▸ **Data for processing**
---

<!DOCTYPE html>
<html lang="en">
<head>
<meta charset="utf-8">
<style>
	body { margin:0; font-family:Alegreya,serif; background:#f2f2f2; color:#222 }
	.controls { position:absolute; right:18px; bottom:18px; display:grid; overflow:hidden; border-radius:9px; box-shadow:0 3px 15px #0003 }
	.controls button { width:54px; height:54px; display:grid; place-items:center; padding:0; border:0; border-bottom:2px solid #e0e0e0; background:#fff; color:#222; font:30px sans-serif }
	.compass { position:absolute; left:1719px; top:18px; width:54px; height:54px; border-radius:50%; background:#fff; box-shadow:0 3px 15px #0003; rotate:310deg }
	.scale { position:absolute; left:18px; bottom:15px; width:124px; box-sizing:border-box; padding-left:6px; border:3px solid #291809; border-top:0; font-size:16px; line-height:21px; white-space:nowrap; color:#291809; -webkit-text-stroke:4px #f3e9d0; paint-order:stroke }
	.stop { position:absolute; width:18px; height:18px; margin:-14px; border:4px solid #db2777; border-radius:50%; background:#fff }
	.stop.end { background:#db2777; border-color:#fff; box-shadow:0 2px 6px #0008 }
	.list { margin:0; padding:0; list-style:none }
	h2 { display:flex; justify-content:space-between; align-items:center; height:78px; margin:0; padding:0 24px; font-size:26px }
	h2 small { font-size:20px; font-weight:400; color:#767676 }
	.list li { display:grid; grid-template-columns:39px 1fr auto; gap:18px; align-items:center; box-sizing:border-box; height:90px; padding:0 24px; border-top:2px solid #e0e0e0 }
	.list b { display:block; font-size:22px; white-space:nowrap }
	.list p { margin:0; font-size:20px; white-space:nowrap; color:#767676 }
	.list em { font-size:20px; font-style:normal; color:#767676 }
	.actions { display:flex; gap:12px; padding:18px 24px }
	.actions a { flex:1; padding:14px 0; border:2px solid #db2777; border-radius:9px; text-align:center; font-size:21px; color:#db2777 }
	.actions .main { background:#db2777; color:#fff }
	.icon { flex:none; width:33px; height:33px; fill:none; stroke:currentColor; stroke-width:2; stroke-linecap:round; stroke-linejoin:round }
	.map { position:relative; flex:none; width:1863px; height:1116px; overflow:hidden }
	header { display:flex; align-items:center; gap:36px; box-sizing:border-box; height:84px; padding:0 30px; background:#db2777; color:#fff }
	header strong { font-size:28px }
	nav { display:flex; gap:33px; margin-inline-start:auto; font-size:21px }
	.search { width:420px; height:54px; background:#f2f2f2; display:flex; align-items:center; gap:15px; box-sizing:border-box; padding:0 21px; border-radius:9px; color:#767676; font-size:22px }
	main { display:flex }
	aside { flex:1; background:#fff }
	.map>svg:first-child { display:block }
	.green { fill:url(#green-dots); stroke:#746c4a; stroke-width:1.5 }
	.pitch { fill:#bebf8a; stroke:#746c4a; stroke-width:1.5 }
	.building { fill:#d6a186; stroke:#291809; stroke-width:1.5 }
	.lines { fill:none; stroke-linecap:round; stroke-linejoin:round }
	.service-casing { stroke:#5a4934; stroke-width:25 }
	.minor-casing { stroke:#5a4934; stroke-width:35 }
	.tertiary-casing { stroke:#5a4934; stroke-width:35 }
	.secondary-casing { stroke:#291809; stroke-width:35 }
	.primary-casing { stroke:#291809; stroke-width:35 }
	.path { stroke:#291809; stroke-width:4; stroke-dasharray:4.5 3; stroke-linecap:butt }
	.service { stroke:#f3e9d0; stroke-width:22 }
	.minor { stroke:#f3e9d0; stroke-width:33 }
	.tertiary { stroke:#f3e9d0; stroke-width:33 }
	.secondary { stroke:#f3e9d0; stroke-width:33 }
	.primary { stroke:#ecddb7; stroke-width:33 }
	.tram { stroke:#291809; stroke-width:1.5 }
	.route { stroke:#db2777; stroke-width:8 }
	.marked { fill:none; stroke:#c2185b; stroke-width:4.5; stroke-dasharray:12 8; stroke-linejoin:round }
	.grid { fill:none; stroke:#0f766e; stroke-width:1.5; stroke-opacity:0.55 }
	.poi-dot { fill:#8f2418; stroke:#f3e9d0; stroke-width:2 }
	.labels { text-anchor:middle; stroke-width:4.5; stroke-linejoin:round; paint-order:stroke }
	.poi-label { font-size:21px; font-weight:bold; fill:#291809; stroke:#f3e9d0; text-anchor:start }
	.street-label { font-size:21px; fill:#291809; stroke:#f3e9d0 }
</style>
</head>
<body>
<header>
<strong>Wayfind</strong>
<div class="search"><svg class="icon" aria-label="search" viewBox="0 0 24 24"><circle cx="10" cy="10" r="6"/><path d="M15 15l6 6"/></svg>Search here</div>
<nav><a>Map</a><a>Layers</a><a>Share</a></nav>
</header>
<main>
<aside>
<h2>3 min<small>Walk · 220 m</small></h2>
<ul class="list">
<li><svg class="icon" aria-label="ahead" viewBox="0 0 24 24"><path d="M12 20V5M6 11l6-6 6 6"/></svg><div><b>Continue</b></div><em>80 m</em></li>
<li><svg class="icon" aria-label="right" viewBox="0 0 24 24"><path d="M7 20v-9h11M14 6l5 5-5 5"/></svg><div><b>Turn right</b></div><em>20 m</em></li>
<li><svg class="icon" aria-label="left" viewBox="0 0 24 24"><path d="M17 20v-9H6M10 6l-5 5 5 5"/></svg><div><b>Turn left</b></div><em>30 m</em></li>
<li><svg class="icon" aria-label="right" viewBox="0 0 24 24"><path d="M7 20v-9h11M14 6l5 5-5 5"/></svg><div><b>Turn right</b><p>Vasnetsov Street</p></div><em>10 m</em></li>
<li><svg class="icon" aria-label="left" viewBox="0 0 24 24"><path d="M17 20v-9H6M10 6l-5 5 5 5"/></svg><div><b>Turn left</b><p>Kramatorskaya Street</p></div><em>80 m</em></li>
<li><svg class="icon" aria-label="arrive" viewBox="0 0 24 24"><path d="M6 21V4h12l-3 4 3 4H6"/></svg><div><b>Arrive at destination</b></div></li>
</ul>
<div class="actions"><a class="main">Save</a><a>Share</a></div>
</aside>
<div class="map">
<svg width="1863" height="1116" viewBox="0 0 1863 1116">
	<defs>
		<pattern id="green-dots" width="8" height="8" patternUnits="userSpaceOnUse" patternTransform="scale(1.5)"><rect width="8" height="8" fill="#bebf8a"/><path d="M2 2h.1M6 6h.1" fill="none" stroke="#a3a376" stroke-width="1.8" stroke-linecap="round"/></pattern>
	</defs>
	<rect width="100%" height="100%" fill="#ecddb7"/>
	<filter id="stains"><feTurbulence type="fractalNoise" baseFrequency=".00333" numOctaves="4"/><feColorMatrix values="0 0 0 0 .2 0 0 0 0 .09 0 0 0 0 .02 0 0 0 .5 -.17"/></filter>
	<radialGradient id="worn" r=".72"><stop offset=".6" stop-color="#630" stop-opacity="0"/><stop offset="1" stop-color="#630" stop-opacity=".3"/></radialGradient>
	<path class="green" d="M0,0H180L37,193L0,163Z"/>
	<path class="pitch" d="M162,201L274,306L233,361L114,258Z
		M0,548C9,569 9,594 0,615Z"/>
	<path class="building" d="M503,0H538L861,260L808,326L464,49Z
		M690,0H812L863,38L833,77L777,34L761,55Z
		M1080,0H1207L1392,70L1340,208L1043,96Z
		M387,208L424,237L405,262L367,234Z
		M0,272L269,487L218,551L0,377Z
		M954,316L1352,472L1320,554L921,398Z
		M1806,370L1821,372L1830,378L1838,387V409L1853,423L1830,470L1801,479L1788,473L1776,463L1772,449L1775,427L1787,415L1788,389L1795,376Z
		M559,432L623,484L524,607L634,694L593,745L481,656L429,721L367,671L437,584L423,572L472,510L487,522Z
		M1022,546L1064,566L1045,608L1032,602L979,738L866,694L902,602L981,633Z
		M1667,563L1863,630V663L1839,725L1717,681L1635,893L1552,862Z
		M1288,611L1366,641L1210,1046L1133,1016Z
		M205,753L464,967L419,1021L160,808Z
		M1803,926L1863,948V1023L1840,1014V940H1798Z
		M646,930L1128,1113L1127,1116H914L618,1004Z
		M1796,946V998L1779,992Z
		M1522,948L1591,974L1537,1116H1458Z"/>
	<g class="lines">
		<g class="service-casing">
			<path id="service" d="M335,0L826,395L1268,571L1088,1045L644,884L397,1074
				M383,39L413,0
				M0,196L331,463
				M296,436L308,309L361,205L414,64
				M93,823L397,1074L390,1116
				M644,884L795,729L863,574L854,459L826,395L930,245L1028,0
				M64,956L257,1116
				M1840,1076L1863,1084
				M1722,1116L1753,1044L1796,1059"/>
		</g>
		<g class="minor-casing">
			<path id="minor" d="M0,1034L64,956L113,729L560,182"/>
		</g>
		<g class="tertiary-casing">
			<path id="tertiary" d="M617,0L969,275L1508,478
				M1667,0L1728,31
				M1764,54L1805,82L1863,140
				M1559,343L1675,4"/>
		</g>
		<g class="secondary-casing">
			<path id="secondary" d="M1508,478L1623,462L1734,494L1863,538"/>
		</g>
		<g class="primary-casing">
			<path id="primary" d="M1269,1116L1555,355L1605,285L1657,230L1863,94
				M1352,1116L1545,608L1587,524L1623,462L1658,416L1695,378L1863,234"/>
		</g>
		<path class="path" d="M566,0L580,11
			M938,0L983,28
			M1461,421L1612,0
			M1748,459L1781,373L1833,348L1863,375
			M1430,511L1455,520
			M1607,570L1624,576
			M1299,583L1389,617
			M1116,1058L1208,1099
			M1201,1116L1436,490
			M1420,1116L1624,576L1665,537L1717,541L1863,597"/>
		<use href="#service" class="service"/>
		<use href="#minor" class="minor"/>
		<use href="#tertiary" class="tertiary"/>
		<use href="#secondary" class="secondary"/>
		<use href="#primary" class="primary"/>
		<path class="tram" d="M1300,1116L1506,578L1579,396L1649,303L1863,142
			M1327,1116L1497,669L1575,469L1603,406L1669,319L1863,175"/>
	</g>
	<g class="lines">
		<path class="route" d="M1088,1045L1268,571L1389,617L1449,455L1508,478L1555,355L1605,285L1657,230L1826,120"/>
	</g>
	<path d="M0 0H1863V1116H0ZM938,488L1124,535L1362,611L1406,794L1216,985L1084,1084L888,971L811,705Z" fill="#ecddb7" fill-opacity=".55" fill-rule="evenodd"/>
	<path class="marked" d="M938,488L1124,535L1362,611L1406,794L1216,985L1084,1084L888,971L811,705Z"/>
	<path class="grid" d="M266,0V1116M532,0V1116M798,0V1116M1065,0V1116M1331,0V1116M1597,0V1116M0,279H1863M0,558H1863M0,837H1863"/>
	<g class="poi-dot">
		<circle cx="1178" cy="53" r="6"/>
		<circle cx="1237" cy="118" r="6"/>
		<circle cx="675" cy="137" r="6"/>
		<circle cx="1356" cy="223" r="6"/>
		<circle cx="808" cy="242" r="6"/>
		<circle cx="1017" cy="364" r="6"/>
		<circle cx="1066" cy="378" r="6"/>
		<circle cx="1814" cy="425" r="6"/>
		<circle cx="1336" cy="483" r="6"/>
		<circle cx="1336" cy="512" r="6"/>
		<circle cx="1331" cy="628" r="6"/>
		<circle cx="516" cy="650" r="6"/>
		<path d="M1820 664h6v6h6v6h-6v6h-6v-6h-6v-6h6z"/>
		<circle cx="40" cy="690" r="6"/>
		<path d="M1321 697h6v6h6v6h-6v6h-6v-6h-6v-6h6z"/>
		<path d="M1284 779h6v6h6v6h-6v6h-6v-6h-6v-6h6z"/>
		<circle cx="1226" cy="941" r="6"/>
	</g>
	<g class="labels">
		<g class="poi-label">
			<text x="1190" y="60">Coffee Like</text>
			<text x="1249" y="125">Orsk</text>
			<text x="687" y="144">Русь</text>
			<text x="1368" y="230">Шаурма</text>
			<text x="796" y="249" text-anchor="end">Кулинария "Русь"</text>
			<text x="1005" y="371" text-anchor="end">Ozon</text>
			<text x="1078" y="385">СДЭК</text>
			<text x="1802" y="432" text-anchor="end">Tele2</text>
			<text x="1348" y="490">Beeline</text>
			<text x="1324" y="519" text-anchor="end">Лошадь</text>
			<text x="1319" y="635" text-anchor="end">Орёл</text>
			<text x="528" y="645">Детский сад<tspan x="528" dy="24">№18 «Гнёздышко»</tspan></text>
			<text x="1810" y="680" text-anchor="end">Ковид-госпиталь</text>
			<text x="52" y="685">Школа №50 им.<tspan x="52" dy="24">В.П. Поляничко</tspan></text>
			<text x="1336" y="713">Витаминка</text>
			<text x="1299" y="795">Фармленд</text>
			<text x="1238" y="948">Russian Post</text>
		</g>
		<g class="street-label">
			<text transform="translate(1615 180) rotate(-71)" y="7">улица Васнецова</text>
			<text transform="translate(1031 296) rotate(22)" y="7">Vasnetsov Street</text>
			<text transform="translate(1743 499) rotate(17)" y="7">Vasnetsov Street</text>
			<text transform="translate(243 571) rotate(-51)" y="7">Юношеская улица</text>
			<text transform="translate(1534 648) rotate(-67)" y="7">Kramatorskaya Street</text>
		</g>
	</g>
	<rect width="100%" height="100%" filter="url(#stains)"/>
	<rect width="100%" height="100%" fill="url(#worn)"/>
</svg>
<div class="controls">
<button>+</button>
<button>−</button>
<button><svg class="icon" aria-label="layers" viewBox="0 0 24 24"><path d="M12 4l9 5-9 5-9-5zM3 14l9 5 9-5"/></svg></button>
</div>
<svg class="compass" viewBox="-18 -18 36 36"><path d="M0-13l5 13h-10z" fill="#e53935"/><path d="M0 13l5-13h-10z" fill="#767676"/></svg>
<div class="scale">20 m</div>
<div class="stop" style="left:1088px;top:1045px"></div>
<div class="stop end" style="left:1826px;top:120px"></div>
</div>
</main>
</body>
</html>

---

List each line in the listing that contains the string "compass".

▸ **Solution for this problem**
	.compass { position:absolute; left:1719px; top:18px; width:54px; height:54px; border-radius:50%; background:#fff; box-shadow:0 3px 15px #0003; rotate:310deg }
<svg class="compass" viewBox="-18 -18 36 36"><path d="M0-13l5 13h-10z" fill="#e53935"/><path d="M0 13l5-13h-10z" fill="#767676"/></svg>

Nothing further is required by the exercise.